■ **Task instructions**: How many lines in the data below contain the string "halo"? State that number only.

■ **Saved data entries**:
.....

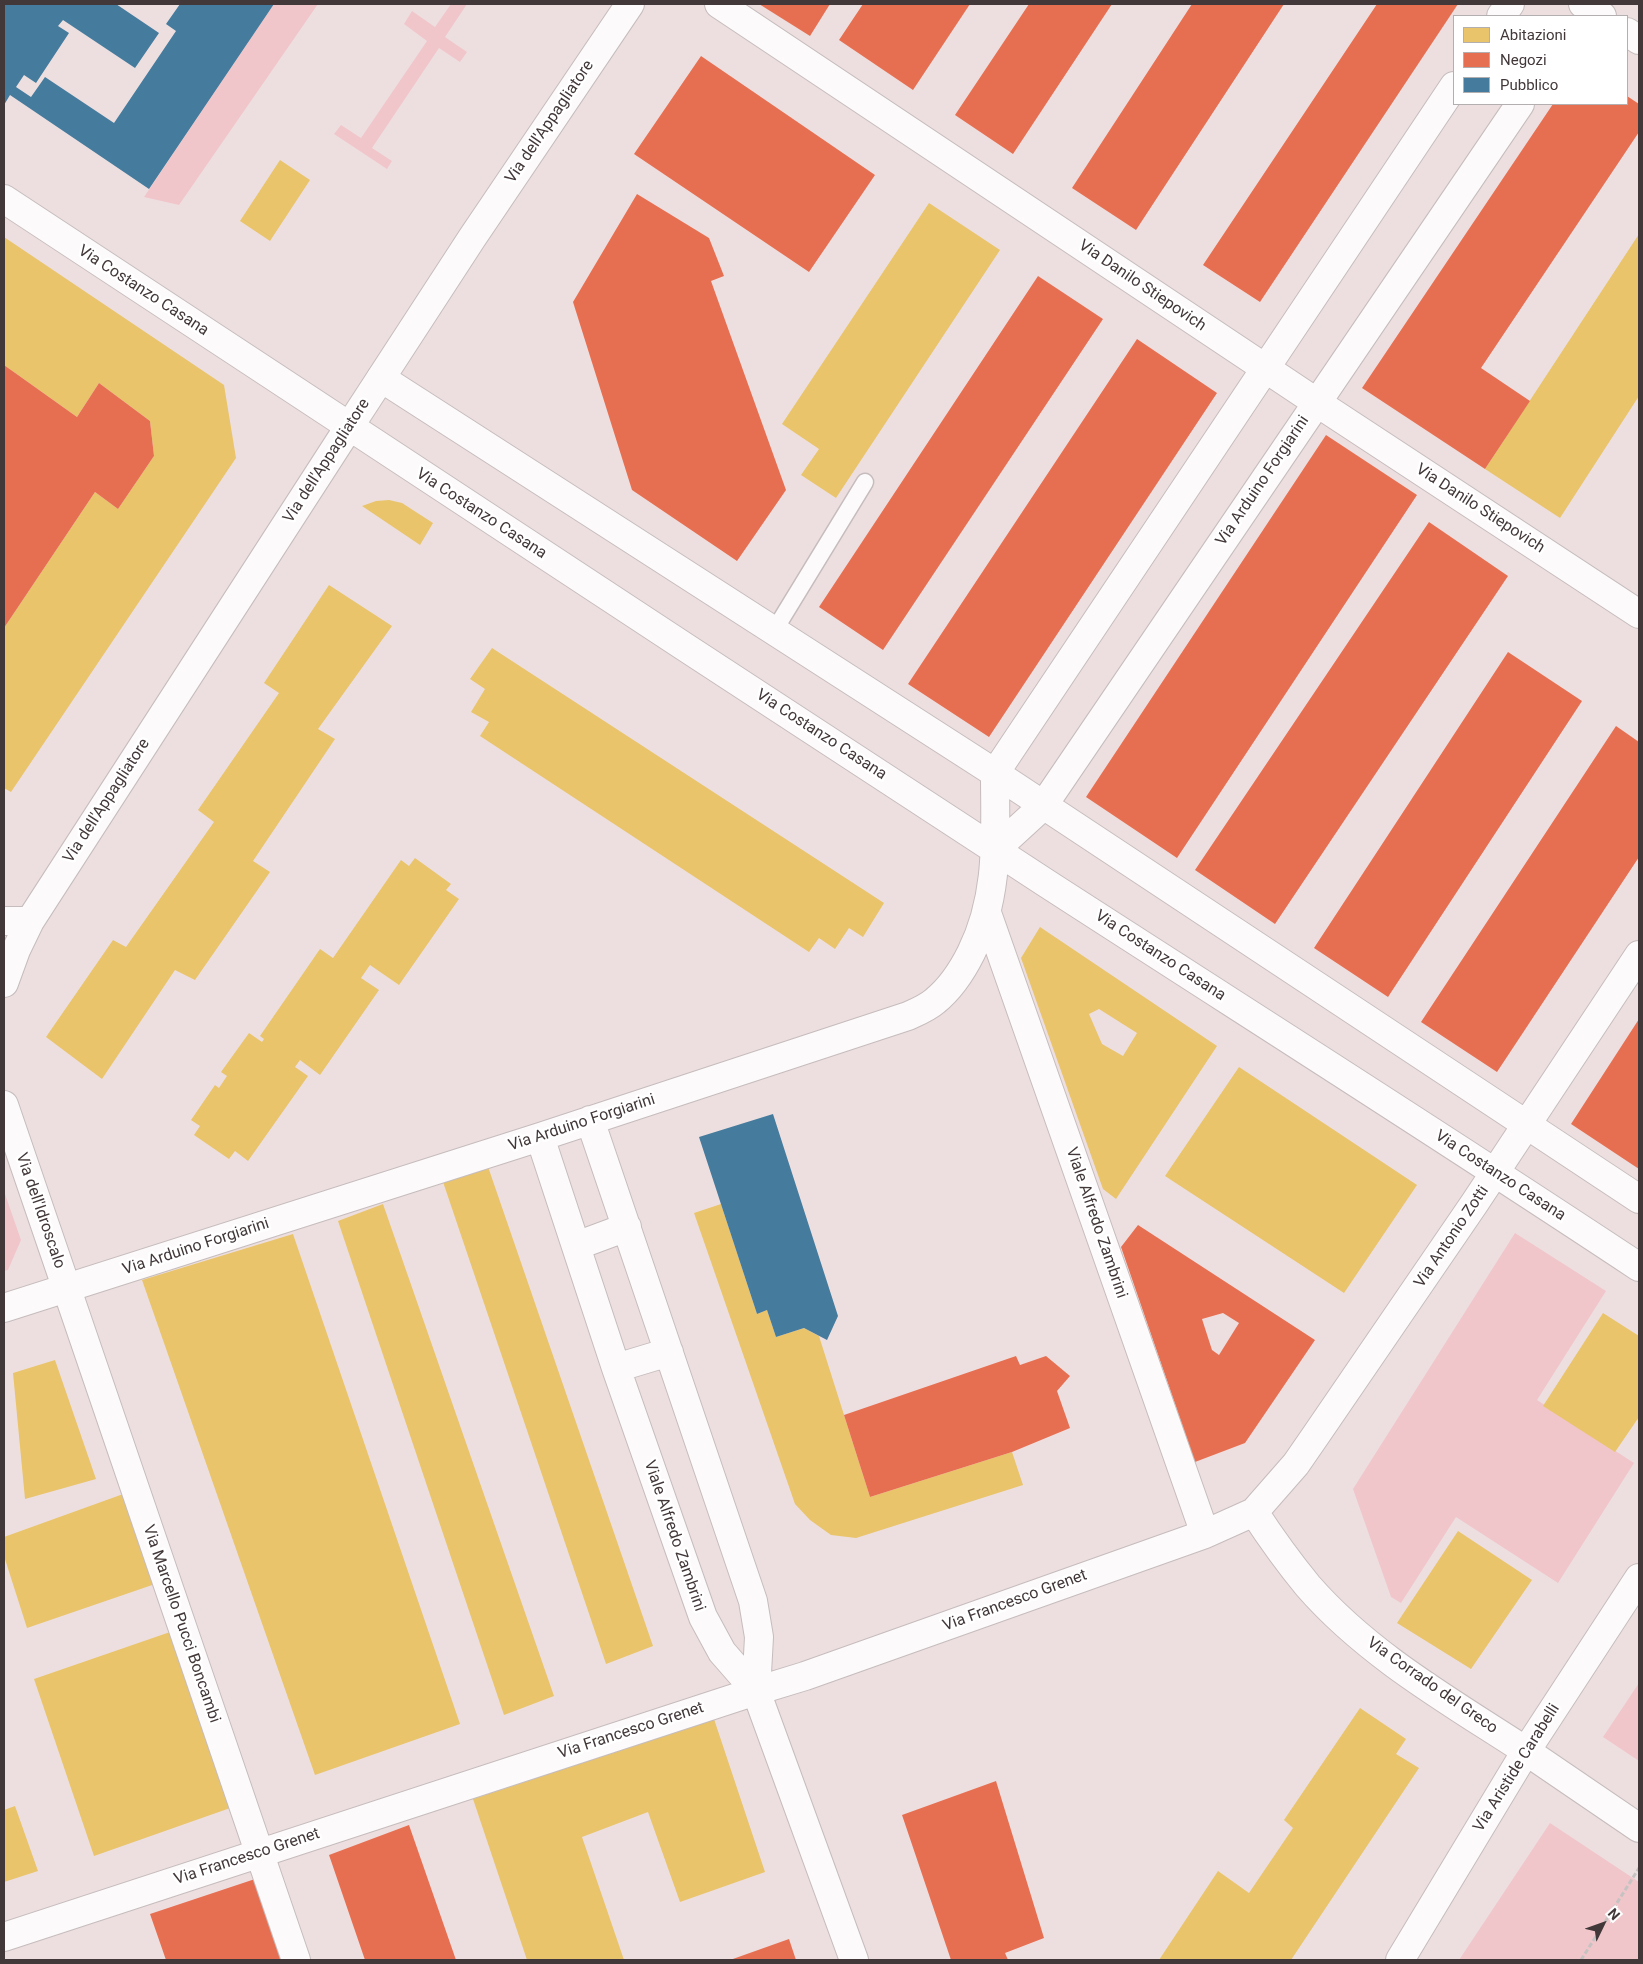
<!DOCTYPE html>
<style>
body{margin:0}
#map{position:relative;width:1643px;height:1964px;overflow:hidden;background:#eddfe0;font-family:Roboto,sans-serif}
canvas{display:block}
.frame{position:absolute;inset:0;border:5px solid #423839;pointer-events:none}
.legend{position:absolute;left:1453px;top:15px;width:175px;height:90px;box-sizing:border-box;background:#fff;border:1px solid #b3afb0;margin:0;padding:6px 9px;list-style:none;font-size:15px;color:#423839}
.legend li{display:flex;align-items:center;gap:10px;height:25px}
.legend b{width:25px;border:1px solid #b3afb0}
.north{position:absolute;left:1578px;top:1899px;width:50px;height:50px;-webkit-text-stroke:4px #fff;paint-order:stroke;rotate:48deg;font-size:14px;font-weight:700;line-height:20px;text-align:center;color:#423839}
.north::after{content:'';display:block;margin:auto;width:18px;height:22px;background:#423839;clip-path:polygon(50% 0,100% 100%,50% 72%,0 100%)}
</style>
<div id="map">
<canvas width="1643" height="1964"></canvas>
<div class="frame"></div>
<ul class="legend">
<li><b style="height:14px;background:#e9c46a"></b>Abitazioni</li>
<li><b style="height:14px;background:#e76f51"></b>Negozi</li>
<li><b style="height:14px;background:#457b9d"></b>Pubblico</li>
</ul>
<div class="north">N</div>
</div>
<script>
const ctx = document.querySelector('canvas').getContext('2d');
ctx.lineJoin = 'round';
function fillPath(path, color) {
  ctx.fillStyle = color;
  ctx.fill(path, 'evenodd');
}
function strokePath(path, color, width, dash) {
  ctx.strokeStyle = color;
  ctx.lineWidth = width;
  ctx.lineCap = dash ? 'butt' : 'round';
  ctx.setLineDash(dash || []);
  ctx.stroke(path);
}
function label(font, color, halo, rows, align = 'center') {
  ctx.font = font + ' Roboto,sans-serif';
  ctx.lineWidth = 5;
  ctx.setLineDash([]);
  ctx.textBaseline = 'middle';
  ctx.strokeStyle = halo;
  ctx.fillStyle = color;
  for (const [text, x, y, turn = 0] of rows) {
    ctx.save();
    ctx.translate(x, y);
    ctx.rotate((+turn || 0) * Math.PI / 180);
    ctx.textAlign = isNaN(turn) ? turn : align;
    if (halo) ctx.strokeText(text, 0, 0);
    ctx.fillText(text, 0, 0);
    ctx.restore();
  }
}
fillPath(new Path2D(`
 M274,4H318L179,205L144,197Z
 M451,4H467L445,37L467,52L460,62L439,48L372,148L392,161L387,169L334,134L341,125L361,138L427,41L404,24L412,11L435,27Z
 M4,1191L21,1240L8,1270L4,1271Z
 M1515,1233L1606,1291L1537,1400L1634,1463L1558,1583L1456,1517L1401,1603L1391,1597L1353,1489Z
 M1639,1683V1761L1603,1737Z
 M1550,1823L1639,1882V1960H1459Z`), '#f0c6ca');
fillPath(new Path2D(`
 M280,160L310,180L270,241L240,221Z
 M929,203L1000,250L836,498L801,475L819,449L782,424Z
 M1639,234V396L1560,518L1485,469Z
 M4,237L224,385L236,458L11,792L4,788V628L95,492L118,509L154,456L150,421L99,383L77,417L4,365Z
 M389,500L402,503L433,523L420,545L362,506L376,501Z
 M329,585L392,626L318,729L335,739L253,861L270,872L195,980L175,970L102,1079L46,1037L113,940L126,947L214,822L198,810L279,693L264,683Z
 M492,648L884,903L863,937L849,928L835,949L819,938L809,952L480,736L489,722L471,712L485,689L470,679Z
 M415,858L451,884L446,890L459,899L399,985L370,965L361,978L379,990L320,1075L300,1060L295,1067L308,1076L248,1161L235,1151L229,1159L194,1135L200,1126L191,1120L215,1085L219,1088L227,1076L221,1072L249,1033L262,1042L264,1039L260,1036L320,949L333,958L401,860L409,866Z
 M1040,927L1217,1046L1116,1199L1103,1189L1021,958ZM1099,1009L1137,1033L1123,1056L1102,1044L1089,1014Z
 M1239,1067L1417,1185L1344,1293L1165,1176Z
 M485,1158L653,1646L606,1664L441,1176Z
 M383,1204L554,1696L504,1715L338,1221Z
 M721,1204L757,1314L767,1310L776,1337L804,1328L819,1336L870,1497L1012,1452L1023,1485L856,1538L831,1535L810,1520L795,1504L694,1213Z
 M293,1234L460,1724L315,1775L142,1280Z
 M1603,1313L1639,1336V1417L1615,1452L1543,1406Z
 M55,1360L96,1479L25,1499L13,1373Z
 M126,1493L158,1583L27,1628L4,1556V1537Z
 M1458,1531L1532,1580L1471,1669L1397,1623Z
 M173,1631L233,1807L94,1856L34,1679Z
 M1360,1708L1406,1739L1396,1754L1419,1768L1291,1960H1159L1218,1871L1249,1893L1293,1828L1284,1820Z
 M714,1719L765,1872L680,1902L648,1812L582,1837L624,1960H527L473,1799Z
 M15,1806L38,1871L4,1882V1810Z`), '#e9c46a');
fillPath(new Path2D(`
 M759,4H830L810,36Z
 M863,4H970L913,90L839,40Z
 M1029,4H1112L1013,154L955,115Z
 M1192,4H1284L1136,230L1072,188Z
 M1377,4H1458L1260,302L1203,265Z
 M701,56L875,175L809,272L634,154Z
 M1627,96L1639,104V132L1481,368L1530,401L1485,469L1362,388L1553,104H1627Z
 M637,194L709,238L724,276L711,281L786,490L737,561L632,490L573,302Z
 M1038,276L1103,319L883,650L819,607Z
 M1137,339L1217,393L989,737L908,684Z
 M4,365L77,417L99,383L150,421L154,456L118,509L95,492L4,628Z
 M1326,435L1417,495L1177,858L1086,797Z
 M1429,522L1508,576L1275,924L1195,870Z
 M1508,652L1582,701L1388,997L1314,948Z
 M1616,726L1639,742V857L1497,1072L1421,1022Z
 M1639,1019V1169L1571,1124Z
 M1138,1225L1315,1340L1245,1443L1195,1462L1121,1247ZM1223,1313L1239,1323L1219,1355L1212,1350L1202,1319Z
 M1016,1356L1020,1365L1046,1356L1070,1376L1057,1391L1070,1428L1012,1452L870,1497L844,1415Z
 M996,1781L1044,1938L1005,1953L1008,1960H951L902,1815Z
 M409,1825L456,1960H365L329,1855Z
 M258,1878L287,1960H166L150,1914Z
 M789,1939L796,1960H730Z`), '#e76f51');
fillPath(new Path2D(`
 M4,4H116L159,33L135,68L63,20L58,26L69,33L36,83L24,75L16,87L31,97L45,77L114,123L176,31L166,24L180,4H274L149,189L10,95L4,105Z
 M773,1114L838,1316L827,1340L804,1328L776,1337L767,1310L757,1314L699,1137Z`), '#457b9d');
const service = new Path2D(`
 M774,631L865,482`);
const minor = new Path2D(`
 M719,4L1316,402L1639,614
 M1501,16L1510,4
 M4,199C351,428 698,656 1046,883C1244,1011 1443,1137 1639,1267
 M381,378L995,773L1639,1199
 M996,849L1043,806L1520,104
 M987,913L1205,1534
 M4,921H30L16,950L4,983
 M30,921L349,427
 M4,1105L296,1960
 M590,1120L753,1601L759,1637L756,1691
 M540,1137L616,1368L703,1617L722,1652L756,1691L854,1960
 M576,1246L627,1227
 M4,1308L540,1137L908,1016C917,1012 927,1008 935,1001C951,988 962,971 971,953C1000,895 995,836 995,773L1454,86
 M616,1368L669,1352
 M1254,1512C1271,1538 1289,1563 1308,1586C1368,1655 1451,1702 1526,1751
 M4,1937L756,1691L805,1676L1205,1534L1254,1512L1296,1464L1316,1435L1474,1204L1639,955`);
const tertiary = new Path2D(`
 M1583,4L1602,16
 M1627,32L1639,40
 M349,427L472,238L630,4
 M1526,1751L1639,1828
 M1400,1960L1526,1751L1639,1578`);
strokePath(service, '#c6bcbd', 19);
strokePath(minor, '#c6bcbd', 30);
strokePath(tertiary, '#c6bcbd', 30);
strokePath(new Path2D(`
 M1581,1960L1639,1868`), '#c7c2c2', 3, [5, 2.5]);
strokePath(service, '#fcfafa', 16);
strokePath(minor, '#fcfafa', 28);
strokePath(tertiary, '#fcfafa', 28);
label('16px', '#423839', '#fff', [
 ["Via dell'Appagliatore",550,122,-56],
 ["Via Danilo Stiepovich",1142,286,34],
 ["Via Costanzo Casana",143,291,33],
 ["Via dell'Appagliatore",327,461,-57],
 ["Via Arduino Forgiarini",1263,481,-56],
 ["Via Danilo Stiepovich",1480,509,33],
 ["Via Costanzo Casana",481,514,33],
 ["Via Costanzo Casana",821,735,33],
 ["Via dell'Appagliatore",107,801,-57],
 ["Via Costanzo Casana",1160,956,33],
 ["Via Arduino Forgiarini",582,1123,-18],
 ["Via Costanzo Casana",1500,1176,33],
 ["Via dell'Idroscalo",40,1211,71],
 ["Viale Alfredo Zambrini",1096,1223,71],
 ["Via Antonio Zotti",1452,1237,-56],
 ["Via Arduino Forgiarini",196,1247,-18],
 ["Viale Alfredo Zambrini",674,1536,71],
 ["Via Francesco Grenet",1015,1601,-20],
 ["Via Marcello Pucci Boncambi",181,1624,71],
 ["Via Corrado del Greco",1432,1686,35],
 ["Via Francesco Grenet",631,1731,-18],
 ["Via Aristide Carabelli",1517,1768,-58],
 ["Via Francesco Grenet",247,1857,-18]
]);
</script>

.....

■ **Answer below**: 3